• Brief: Each line below from the one containing "Quick job: Summarize" through the one containing "Read the map" should be output exactly as it stands, and no other line should appear.

• Data shown:
────────────────

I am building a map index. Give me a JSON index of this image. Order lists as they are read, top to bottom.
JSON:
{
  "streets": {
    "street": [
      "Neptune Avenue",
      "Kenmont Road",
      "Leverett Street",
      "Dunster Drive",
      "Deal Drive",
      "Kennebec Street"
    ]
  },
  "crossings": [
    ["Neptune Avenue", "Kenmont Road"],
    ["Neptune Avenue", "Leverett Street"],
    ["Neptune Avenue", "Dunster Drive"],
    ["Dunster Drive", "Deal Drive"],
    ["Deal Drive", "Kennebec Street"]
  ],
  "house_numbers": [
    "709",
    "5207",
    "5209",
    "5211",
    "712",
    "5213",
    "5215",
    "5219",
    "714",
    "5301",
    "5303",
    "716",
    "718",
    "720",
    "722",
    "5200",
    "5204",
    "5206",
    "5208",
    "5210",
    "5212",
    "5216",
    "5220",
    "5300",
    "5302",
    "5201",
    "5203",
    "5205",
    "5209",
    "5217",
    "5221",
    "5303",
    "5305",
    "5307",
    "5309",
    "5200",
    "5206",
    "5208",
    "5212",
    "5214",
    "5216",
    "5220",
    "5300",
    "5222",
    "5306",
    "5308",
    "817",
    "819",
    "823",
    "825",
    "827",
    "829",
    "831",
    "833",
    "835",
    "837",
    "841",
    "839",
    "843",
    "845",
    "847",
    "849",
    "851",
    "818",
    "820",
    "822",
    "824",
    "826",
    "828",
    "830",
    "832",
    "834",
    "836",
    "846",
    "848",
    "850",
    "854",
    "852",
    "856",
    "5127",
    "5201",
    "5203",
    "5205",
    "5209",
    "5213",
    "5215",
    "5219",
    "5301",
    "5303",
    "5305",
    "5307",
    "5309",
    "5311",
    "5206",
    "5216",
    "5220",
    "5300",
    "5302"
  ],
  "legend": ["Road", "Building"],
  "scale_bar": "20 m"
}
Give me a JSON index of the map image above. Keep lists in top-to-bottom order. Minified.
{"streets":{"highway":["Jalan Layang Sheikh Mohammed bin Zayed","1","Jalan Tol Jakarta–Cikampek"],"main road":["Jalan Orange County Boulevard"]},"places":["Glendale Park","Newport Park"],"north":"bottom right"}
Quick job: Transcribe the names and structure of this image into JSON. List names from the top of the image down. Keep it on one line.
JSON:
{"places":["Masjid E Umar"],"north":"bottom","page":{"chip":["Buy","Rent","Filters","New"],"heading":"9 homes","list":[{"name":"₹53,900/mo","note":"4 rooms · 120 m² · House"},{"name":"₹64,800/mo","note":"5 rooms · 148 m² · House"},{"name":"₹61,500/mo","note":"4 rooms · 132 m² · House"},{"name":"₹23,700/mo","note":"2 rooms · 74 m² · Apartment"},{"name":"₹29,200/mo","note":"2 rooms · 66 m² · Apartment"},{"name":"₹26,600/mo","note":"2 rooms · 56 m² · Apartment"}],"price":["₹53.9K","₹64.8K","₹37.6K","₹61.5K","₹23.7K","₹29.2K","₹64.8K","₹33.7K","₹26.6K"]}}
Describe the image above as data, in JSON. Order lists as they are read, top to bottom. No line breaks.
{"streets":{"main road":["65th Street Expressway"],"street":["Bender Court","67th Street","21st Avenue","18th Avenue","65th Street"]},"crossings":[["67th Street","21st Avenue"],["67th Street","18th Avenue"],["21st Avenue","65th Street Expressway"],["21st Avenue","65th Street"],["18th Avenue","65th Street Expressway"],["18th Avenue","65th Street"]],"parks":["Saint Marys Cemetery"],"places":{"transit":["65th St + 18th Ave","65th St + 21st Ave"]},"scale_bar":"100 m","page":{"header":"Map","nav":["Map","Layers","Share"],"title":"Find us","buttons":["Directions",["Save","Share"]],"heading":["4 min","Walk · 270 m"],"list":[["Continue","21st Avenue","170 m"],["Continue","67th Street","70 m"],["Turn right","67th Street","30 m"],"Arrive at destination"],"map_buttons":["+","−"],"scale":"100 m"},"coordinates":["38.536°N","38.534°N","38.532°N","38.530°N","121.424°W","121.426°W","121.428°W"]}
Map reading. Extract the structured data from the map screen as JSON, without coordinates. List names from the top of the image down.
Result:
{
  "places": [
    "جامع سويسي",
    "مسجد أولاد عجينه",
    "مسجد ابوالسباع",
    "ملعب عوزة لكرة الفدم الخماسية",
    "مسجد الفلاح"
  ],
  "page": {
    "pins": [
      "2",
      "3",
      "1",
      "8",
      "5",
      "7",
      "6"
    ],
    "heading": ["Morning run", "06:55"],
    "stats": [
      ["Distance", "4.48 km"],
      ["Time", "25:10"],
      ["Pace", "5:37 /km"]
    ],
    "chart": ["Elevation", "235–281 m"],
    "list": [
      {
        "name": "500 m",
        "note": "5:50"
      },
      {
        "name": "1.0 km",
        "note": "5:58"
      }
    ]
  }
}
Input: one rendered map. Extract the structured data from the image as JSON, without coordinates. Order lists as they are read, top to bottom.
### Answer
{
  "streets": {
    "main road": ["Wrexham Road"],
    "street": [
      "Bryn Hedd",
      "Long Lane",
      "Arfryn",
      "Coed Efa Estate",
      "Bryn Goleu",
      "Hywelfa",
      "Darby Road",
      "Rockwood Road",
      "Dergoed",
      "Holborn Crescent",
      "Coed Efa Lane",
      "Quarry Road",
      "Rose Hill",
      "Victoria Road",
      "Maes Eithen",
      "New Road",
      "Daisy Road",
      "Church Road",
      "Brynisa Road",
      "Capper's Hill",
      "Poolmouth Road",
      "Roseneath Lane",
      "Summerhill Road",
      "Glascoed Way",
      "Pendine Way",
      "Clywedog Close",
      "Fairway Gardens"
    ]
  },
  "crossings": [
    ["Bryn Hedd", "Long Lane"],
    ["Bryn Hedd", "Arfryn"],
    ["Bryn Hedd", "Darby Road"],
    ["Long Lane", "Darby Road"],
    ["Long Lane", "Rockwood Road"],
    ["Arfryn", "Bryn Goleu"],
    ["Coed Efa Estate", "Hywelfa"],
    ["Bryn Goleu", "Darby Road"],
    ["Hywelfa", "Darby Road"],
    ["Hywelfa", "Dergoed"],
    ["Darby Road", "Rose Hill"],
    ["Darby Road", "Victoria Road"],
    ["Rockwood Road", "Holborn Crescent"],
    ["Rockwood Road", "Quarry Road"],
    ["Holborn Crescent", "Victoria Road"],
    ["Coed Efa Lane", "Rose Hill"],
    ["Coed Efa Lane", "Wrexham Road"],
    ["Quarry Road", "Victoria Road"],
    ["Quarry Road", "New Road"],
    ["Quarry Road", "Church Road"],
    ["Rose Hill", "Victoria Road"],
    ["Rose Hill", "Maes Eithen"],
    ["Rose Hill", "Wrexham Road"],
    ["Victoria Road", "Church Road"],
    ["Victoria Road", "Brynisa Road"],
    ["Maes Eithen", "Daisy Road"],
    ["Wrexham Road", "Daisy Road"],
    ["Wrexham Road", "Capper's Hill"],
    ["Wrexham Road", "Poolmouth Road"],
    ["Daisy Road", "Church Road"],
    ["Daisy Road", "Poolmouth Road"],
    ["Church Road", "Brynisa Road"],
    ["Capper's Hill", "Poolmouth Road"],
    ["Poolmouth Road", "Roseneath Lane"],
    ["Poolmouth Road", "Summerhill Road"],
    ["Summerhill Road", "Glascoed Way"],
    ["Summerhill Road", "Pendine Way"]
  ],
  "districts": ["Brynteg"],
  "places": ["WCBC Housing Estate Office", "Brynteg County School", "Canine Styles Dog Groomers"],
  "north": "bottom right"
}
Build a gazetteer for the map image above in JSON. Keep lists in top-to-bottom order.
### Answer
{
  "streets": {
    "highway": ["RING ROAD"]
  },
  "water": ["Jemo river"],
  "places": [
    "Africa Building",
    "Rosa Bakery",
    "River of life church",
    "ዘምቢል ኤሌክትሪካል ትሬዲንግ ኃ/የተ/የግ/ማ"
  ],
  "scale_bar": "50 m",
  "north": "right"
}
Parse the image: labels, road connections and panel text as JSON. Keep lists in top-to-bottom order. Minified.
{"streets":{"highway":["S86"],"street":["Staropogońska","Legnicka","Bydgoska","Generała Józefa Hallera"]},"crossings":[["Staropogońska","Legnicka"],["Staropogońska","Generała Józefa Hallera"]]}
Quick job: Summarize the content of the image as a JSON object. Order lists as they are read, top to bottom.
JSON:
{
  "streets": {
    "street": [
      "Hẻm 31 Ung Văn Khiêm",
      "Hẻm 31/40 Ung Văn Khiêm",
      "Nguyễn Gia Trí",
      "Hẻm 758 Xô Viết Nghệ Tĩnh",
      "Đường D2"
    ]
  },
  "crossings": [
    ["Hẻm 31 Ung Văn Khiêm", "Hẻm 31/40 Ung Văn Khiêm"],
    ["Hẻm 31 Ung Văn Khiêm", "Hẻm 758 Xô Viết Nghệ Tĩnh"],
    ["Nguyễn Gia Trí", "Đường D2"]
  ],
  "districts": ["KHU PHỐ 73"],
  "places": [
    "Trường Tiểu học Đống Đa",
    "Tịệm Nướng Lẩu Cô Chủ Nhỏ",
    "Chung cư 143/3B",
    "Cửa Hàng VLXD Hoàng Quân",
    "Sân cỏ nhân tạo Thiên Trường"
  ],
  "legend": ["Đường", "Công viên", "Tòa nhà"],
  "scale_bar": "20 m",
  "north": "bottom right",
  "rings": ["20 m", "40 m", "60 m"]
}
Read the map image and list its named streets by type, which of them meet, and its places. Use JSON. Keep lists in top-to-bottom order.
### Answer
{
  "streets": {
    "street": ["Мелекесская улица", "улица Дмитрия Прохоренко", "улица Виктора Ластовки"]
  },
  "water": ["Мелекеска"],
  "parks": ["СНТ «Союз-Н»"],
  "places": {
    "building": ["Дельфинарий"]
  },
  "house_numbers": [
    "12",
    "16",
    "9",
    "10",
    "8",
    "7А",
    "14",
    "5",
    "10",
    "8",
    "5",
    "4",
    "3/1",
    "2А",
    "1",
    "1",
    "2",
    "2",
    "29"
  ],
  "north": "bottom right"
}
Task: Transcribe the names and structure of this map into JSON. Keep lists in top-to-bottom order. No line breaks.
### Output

────────────────

• Output of the exercise:
Quick job: Summarize the content of the image as a JSON object. Order lists as they are read, top to bottom.
JSON:
{
  "streets": {
    "street": [
      "Hẻm 31 Ung Văn Khiêm",
      "Hẻm 31/40 Ung Văn Khiêm",
      "Nguyễn Gia Trí",
      "Hẻm 758 Xô Viết Nghệ Tĩnh",
      "Đường D2"
    ]
  },
  "crossings": [
    ["Hẻm 31 Ung Văn Khiêm", "Hẻm 31/40 Ung Văn Khiêm"],
    ["Hẻm 31 Ung Văn Khiêm", "Hẻm 758 Xô Viết Nghệ Tĩnh"],
    ["Nguyễn Gia Trí", "Đường D2"]
  ],
  "districts": ["KHU PHỐ 73"],
  "places": [
    "Trường Tiểu học Đống Đa",
    "Tịệm Nướng Lẩu Cô Chủ Nhỏ",
    "Chung cư 143/3B",
    "Cửa Hàng VLXD Hoàng Quân",
    "Sân cỏ nhân tạo Thiên Trường"
  ],
  "legend": ["Đường", "Công viên", "Tòa nhà"],
  "scale_bar": "20 m",
  "north": "bottom right",
  "rings": ["20 m", "40 m", "60 m"]
}
Read the map image and list its named streets by type, which of them meet, and its places. Use JSON. Keep lists in top-to-bottom order.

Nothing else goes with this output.